Ceragon beats estimates on India, North America infrastructure strength
Ceragon Networks (NASDAQ:CRNT) reported first-quarter revenue that surpassed analyst expectations, driven by resilient deployments of its millimeter-wave backhaul solutions across India and North America despite a slight year-over-year contraction in total sales.
The Rosh Ha'ain, Israel-based wireless connectivity specialist generated total revenue of $85 million for the three months ended March 31, 2026, down 4.1% compared to the $88.7 million recorded in the first quarter of fiscal 2025.
However, the top-line result comfortably beat the Wall Street consensus estimate of $80.4 million.
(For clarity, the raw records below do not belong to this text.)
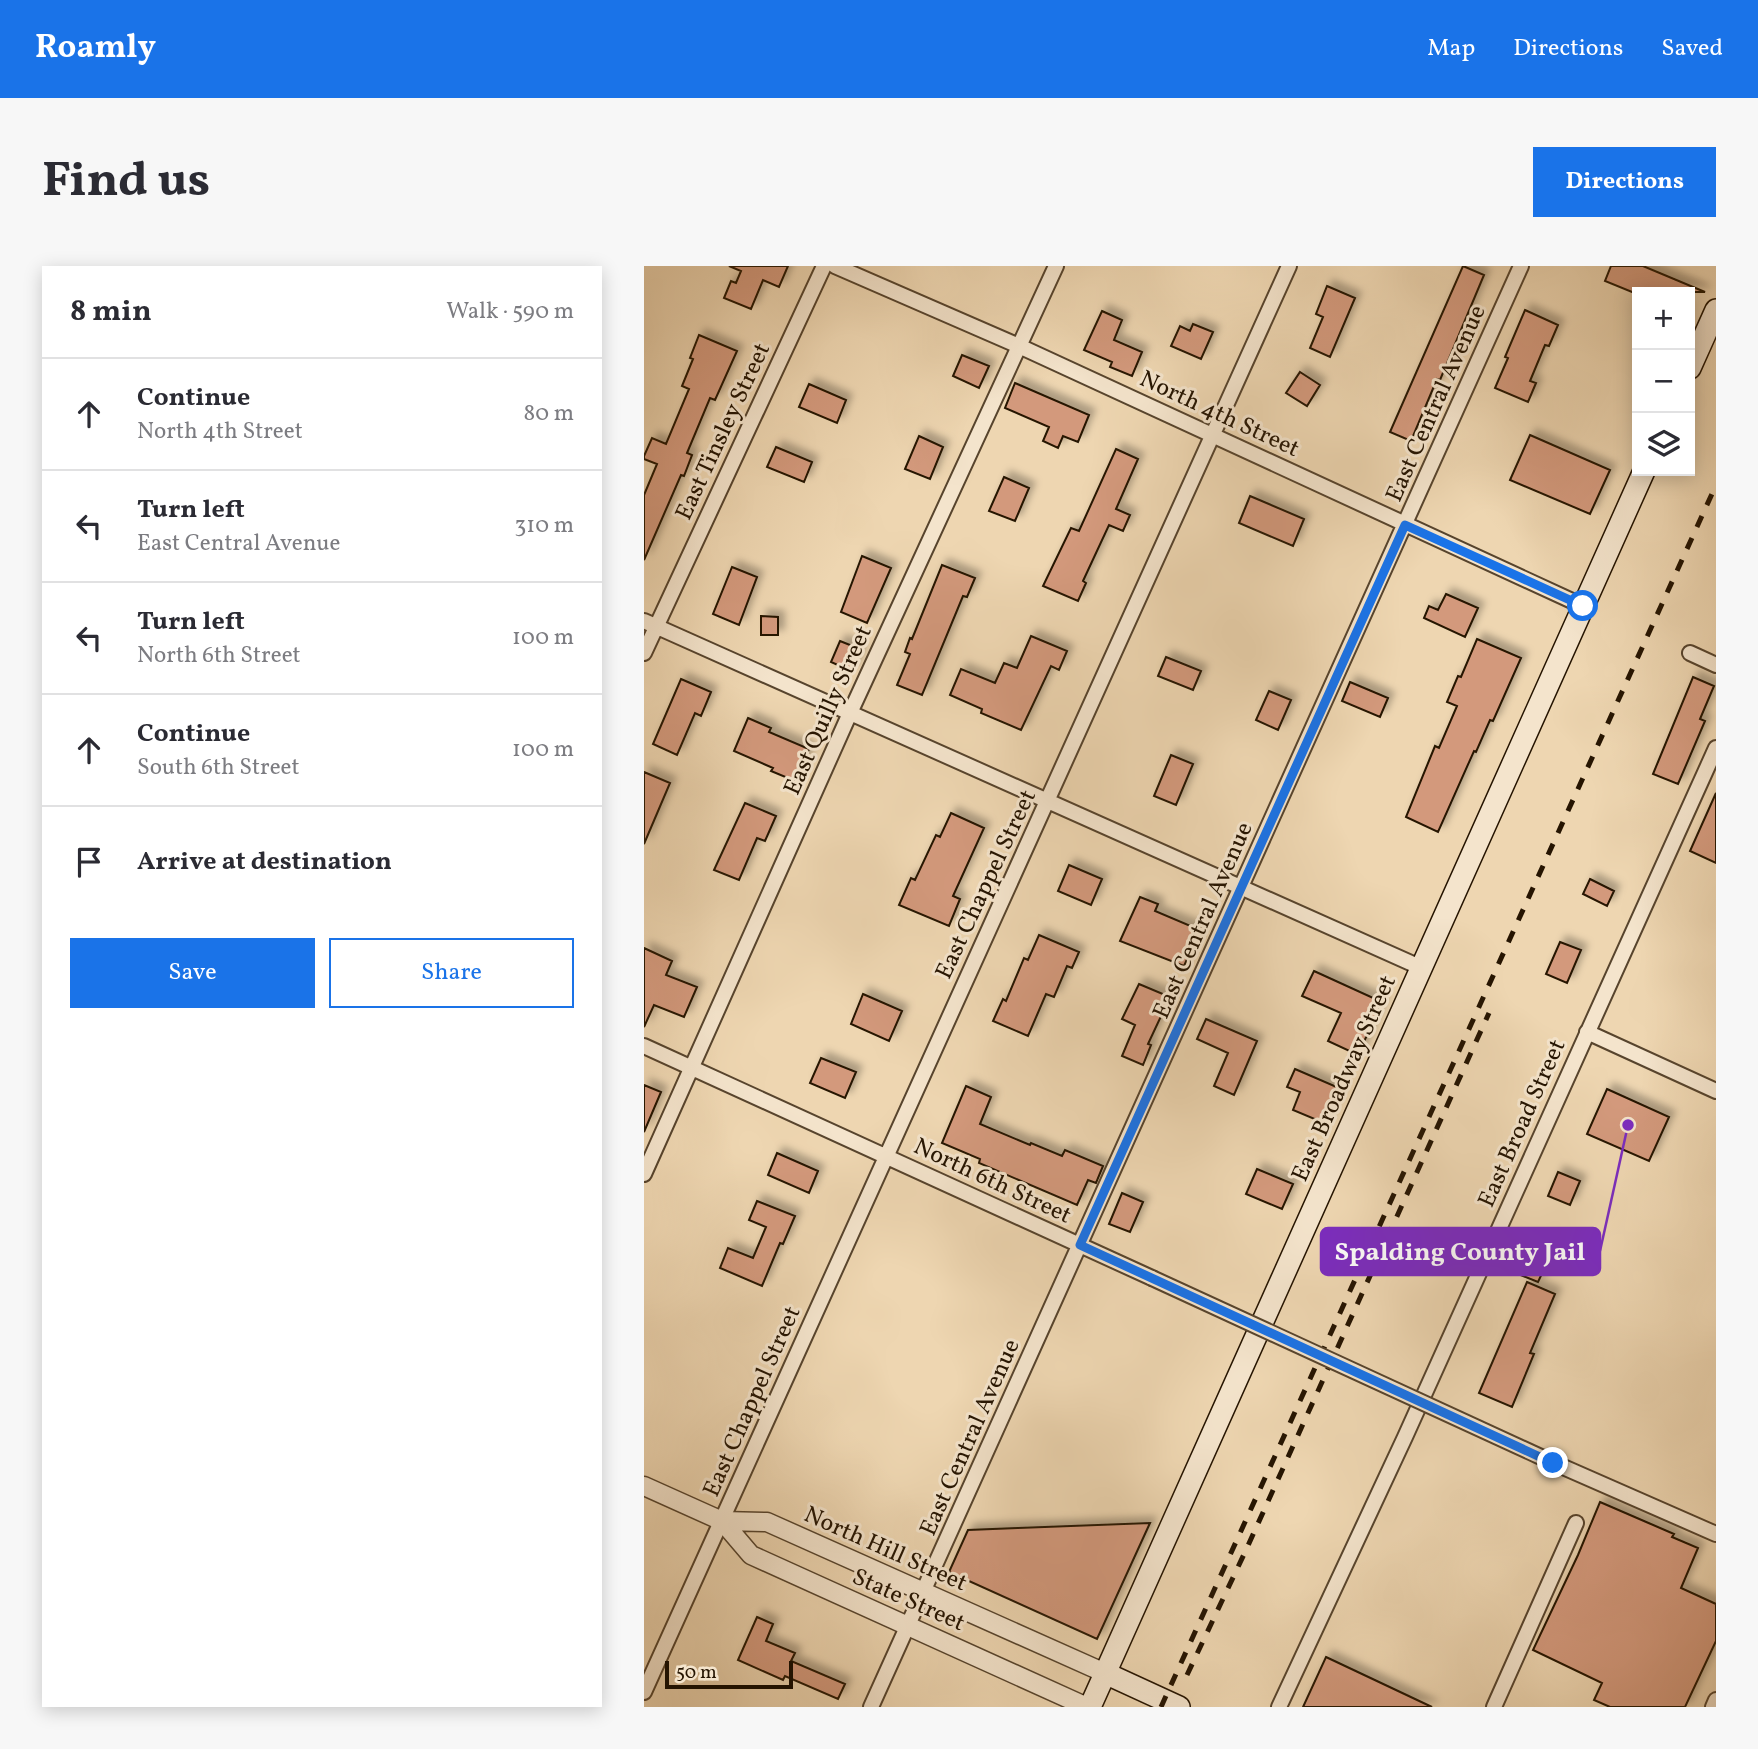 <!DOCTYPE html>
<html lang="en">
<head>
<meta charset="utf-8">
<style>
  body { margin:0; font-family:Vollkorn,serif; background:#f7f7f7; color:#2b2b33 }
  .controls { position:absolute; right:21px; top:21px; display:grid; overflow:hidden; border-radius:0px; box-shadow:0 4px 18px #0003 }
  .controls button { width:63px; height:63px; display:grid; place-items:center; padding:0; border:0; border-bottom:2px solid #e1e1e2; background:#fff; color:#2b2b33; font:35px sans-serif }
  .scale { position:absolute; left:21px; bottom:18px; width:128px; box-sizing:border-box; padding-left:7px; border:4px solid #251401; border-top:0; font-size:19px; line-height:24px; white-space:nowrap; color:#251401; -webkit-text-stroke:5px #f4e4cc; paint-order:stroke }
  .stop { position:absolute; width:21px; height:21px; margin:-16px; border:5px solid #1a73e8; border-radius:50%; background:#fff }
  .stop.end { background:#1a73e8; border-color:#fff; box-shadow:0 2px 7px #0008 }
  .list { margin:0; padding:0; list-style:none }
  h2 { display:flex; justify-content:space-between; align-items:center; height:91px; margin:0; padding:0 28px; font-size:30px }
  h2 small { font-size:23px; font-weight:400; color:#7c7c81 }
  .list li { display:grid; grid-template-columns:46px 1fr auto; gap:21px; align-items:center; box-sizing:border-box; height:112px; padding:0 28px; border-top:2px solid #e1e1e2 }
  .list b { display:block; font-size:26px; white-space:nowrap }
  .list p { margin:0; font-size:23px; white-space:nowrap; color:#7c7c81 }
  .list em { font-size:23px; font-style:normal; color:#7c7c81 }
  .actions { display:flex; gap:14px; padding:21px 28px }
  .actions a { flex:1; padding:16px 0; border:2px solid #1a73e8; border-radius:0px; text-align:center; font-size:24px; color:#1a73e8 }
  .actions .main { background:#1a73e8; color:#fff }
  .icon { flex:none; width:38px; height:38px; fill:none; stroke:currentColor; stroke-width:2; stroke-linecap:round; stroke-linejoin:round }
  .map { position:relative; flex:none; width:1072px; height:1441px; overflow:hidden; border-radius:0px }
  header { display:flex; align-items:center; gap:42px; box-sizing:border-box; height:98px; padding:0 35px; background:#1a73e8; color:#fff }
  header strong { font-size:33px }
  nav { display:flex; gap:38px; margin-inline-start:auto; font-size:24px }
  .intro { display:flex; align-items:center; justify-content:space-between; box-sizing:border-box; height:168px; padding:0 42px }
  h1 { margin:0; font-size:49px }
  .button { padding:18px 32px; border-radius:0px; background:#1a73e8; color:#fff; font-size:24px; font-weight:700 }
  main { display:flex; gap:42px; padding:0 42px }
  aside { flex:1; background:#fff; border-radius:0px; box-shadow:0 4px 18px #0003 }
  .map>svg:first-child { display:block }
  .building { fill:#d3997b; stroke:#251401; stroke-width:2; filter:url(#shadow) }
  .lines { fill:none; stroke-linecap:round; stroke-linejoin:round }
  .minor-casing { stroke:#57442d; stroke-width:18 }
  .tertiary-casing { stroke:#57442d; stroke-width:21 }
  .secondary-casing { stroke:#251401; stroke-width:24 }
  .minor { stroke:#f4e4cc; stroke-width:14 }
  .tertiary { stroke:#f4e4cc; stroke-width:18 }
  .secondary { stroke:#f4e4cc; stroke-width:21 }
  .rail { stroke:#251401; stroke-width:5; stroke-dasharray:12 12; stroke-linecap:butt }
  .minor-bridge-casing { stroke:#57442d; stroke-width:18; stroke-linecap:butt }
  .minor-bridge { stroke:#f4e4cc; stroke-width:14 }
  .route { stroke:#1a73e8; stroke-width:9 }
  .labels { text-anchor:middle; stroke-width:6; stroke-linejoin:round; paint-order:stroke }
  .street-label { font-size:24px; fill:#251401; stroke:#f4e4cc }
  .leader { fill:none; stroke:#7b2cbf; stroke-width:2.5 }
  .callout-dot { fill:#7b2cbf; stroke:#f4e4cc; stroke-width:2.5 }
  .callout { fill:#7b2cbf; stroke:#7b2cbf; stroke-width:2.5 }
  .callout-label { font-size:26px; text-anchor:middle; font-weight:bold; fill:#fff }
</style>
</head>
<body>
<header>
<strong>Roamly</strong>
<nav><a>Map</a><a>Directions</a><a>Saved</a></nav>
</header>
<div class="intro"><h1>Find us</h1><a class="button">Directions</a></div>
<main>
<aside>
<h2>8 min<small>Walk · 590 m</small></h2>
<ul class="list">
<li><svg class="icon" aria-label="ahead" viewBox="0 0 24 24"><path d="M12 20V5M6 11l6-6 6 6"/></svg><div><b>Continue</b><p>North 4th Street</p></div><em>80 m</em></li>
<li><svg class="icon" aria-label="left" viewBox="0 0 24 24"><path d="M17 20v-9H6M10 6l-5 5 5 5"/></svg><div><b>Turn left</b><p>East Central Avenue</p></div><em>310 m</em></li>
<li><svg class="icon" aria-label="left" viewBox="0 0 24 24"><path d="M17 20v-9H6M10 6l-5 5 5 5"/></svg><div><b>Turn left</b><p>North 6th Street</p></div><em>100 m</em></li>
<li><svg class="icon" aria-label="ahead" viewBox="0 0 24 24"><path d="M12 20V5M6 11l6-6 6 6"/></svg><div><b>Continue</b><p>South 6th Street</p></div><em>100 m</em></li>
<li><svg class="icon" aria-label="arrive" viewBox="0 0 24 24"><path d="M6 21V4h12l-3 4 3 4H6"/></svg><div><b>Arrive at destination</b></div></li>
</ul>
<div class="actions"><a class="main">Save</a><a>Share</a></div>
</aside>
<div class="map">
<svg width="1072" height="1441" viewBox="0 0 1072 1441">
  <defs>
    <filter id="shadow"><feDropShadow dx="6" dy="-6" stdDeviation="3.5" flood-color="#0004"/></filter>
  </defs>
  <rect width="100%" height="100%" fill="#eed6b1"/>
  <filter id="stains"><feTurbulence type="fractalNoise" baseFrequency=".00286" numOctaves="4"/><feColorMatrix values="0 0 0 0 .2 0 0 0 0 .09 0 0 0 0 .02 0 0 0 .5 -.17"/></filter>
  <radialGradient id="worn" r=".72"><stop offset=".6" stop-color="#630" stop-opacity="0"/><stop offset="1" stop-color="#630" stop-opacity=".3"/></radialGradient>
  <path class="building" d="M85,0H144L135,21L119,14L107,43L80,32L87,15L92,17L97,5Z
    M819,0L840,9L796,114L793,113L767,175L746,166Z
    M967,0H999L1061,26H988L961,15Z
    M683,20L711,32L686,91L666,82L679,51L672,48Z
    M881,44L914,59L905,80L901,79L886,115L892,117L884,136L851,122L864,92L861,91Z
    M458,45L478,54L470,74L498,86L488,110L466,101L468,96L440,84Z
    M549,58L569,66L557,93L527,80L536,60L546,65Z
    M55,69L93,85L71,134L66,132L43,187L48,189L40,210L37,209L0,294V229L13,198L0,193V190L8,172L22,178L45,123L38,120L49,93L46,92Z
    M318,89L345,100L335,122L309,110Z
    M656,106L676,119L663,140L642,127Z
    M371,117L445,149L434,176L419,170L414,182L399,175L405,161L361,142Z
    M165,118L202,134L193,157L155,141Z
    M886,169L966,204L946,248L866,214Z
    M275,170L299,181L286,213L261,203Z
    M132,181L168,196L160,216L123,201Z
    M472,183L494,193L472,243L486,249L479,265L465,259L439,315L442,317L434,335L399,320L427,262L435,265Z
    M360,211L385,222L371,255L345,245Z
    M606,230L660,253L649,280L595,257Z
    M218,290L247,302L223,357L197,346Z
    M298,299L331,312L323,331L319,330L278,429L253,419L266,388L261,386L266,372L268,373Z
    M88,301L113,311L95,359L69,348Z
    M802,328L834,342L821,371L780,352L785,340L794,344Z
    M117,350L134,351V369H117Z
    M387,370L423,385L415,404L407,400L377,464L337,447L338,443L306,429L317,403L351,417L360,397L373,402Z
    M833,373L877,392L849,455L846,454L832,486L830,485L794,566L762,551L791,480L795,482L813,440L803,436L814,410L817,411Z
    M196,375L216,383L207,405L187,396Z
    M522,391L557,405L549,424L514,410Z
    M1049,411L1070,420L1056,453L1061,455L1034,518L1009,508Z
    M37,413L67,426L57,450L51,447L33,489L9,478Z
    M706,416L744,432L736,451L698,435Z
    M625,425L647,434L634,464L612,454Z
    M104,452L127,462L125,466L165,483L151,515L127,505L129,502L90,485Z
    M527,489L549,498L532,539L510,530Z
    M0,506L26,517L0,578Z
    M1072,527V597L1046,585Z
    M101,537L132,550L121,575L113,572L95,614L70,604Z
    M307,547L340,562L309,630L316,633L305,660L255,639L267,612L271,614L292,569L296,571Z
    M425,599L458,613L447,639L414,625Z
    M946,613L970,625L963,640L939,628Z
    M496,631L514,638L511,645L556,664L540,700L476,675Z
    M395,669L435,686L428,702L423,700L410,731L402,728L384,770L349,755L359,733L362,735L380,692L384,694Z
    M916,676L937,684L923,717L902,708Z
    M0,682L28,695L22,709L53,721L40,751L10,739L0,761Z
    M670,705L738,736L714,789L684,775L697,747L658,730Z
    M495,718L526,731L504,778L507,779L499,799L478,790L491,759L478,753Z
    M219,728L258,745L245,775L207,758Z
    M562,753L613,775L590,829L570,820L584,787L553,773Z
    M177,792L212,806L201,832L166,817Z
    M651,803L695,822L680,857L649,844L656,826L643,821Z
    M0,819L17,826L0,866Z
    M322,820L347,831L336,858L386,879L387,877L418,890L421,884L459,900L452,917L444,914L433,939L335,897L336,893L298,877Z
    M963,823L1025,851L1005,895L943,868Z
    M133,887L174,905L165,927L124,909Z
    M613,903L649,918L638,943L602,928Z
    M914,906L936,915L926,939L904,930Z
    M478,927L499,936L486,966L465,958Z
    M113,935L151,950L139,978L136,977L118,1020L76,1002L84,982L109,992L122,961L105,954Z
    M872,986L902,999L894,1016L864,1004Z
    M883,1016L911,1028L886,1087L890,1088L868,1141L835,1127Z
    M956,1236L1030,1268L1028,1271L1054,1282L1037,1322L1072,1338V1375L1041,1441H966L950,1434L958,1417L889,1384L934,1289Z
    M506,1257L453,1373L305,1306L324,1264Z
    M113,1351L129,1358L122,1375L151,1387L147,1395L201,1418L194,1433L141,1410L139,1414L94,1394Z
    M682,1391L788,1441H659Z"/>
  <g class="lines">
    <g class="minor-casing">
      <path id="minor" d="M191,0L375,80L939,340
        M0,355L778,702
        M0,387L180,0
        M1046,387L1072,399
        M943,766L1072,825
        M0,780L508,1012
        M0,908L206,447L412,0
        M910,1197L1072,1268
        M0,1426L645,0
        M227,1441L877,0
        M635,1441L761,1171L1072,482
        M850,1441L932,1257
        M1069,1441L1072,1434"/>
    </g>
    <g class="tertiary-casing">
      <path id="tertiary" d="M0,1220L78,1255L123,1256L461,1407
        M78,1255L107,1289L443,1441"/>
    </g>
    <g class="secondary-casing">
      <path id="secondary" d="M1046,102L1072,44
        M461,1407L535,1441
        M446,1441L1000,205"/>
    </g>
    <use href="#minor" class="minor"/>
    <use href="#tertiary" class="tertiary"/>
    <use href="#secondary" class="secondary"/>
    <path class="rail" d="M543,1409L602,1284L845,747
      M517,1441L1072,219"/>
    <g class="minor-bridge-casing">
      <path id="minor-bridge" d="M508,1012L910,1197"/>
    </g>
    <use href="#minor-bridge" class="minor-bridge"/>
  </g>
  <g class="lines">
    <path class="route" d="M909,1197L436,979L761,259L939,340"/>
  </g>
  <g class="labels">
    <g class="street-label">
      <text transform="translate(791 137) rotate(-66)" y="8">East Central Avenue</text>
      <text transform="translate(576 147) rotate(25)" y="8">North 4th Street</text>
      <text transform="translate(78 165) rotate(-65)" y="8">East Tinsley Street</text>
      <text transform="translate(183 444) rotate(-66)" y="8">East Quilly Street</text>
      <text transform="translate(341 618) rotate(-65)" y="8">East Chappel Street</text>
      <text transform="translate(558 654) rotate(-66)" y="8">East Central Avenue</text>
      <text transform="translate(699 812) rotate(-66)" y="8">East Broadway Street</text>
      <text transform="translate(877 857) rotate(-66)" y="8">East Broad Street</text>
      <text transform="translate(349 914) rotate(25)" y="8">North 6th Street</text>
      <text transform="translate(107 1135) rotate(-66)" y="8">East Chappel Street</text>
      <text transform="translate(325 1171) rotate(-66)" y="8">East Central Avenue</text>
      <text transform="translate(242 1282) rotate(24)" y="8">North Hill Street</text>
      <text transform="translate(265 1333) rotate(24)" y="8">State Street</text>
    </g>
  </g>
  <path class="leader" d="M984 859L956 985"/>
  <circle class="callout-dot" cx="984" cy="859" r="7"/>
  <rect class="callout" x="677" y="962" width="279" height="47" rx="7"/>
  <g class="callout-label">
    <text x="816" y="994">Spalding County Jail</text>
  </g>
  <rect width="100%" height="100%" filter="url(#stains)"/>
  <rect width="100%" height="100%" fill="url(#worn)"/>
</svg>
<div class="controls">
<button>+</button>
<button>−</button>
<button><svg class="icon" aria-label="layers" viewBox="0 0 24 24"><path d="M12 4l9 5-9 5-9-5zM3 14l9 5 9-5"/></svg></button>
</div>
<div class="scale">50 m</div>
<div class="stop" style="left:939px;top:340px"></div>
<div class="stop end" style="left:909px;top:1197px"></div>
</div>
</main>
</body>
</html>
Geographically, revenue distribution remained balanced between mature and emerging 5G infrastructure markets.
North America anchored the quarter, contributing 37% of total revenue, closely followed by India at 35%, where a surge in high-capacity E-band frequency orders lifted regional visibility.
Under GAAP measures, Ceragon's gross margin improved to 35.4%, fueled by a favorable software and service delivery mix.
The company recorded a GAAP operating income of $2.1 million and a GAAP net loss of $1.3 million, translating to a diluted loss of $0.01 per share.
On a non-GAAP basis, operational leverage expanded, yielding an operating income of $4.2 million.
Non-GAAP net income arrived at $0.7 million, or $0.01 per diluted share, matching consensus expectations.
Backed by positive free cash flow during the period, Ceragon’s cash and cash equivalents rose to $39.2 million at quarter-end.
Operationally, management highlighted structural milestones, including the rollout of its RADCOM Neura AI analytics platform and a successful proof-of-concept for its next-generation FR2 solutions with a major Tier-1 carrier in North America.
Initial commercial orders from that deployment are projected to begin in the third quarter of 2026.
Following the financial print, management reaffirmed its full-year fiscal 2026 guidance.
Ceragon continues to forecast annual revenue between $355 million and $385 million, representing a midpoint of $370 million, alongside expectations for higher year-over-year non-GAAP operating margins.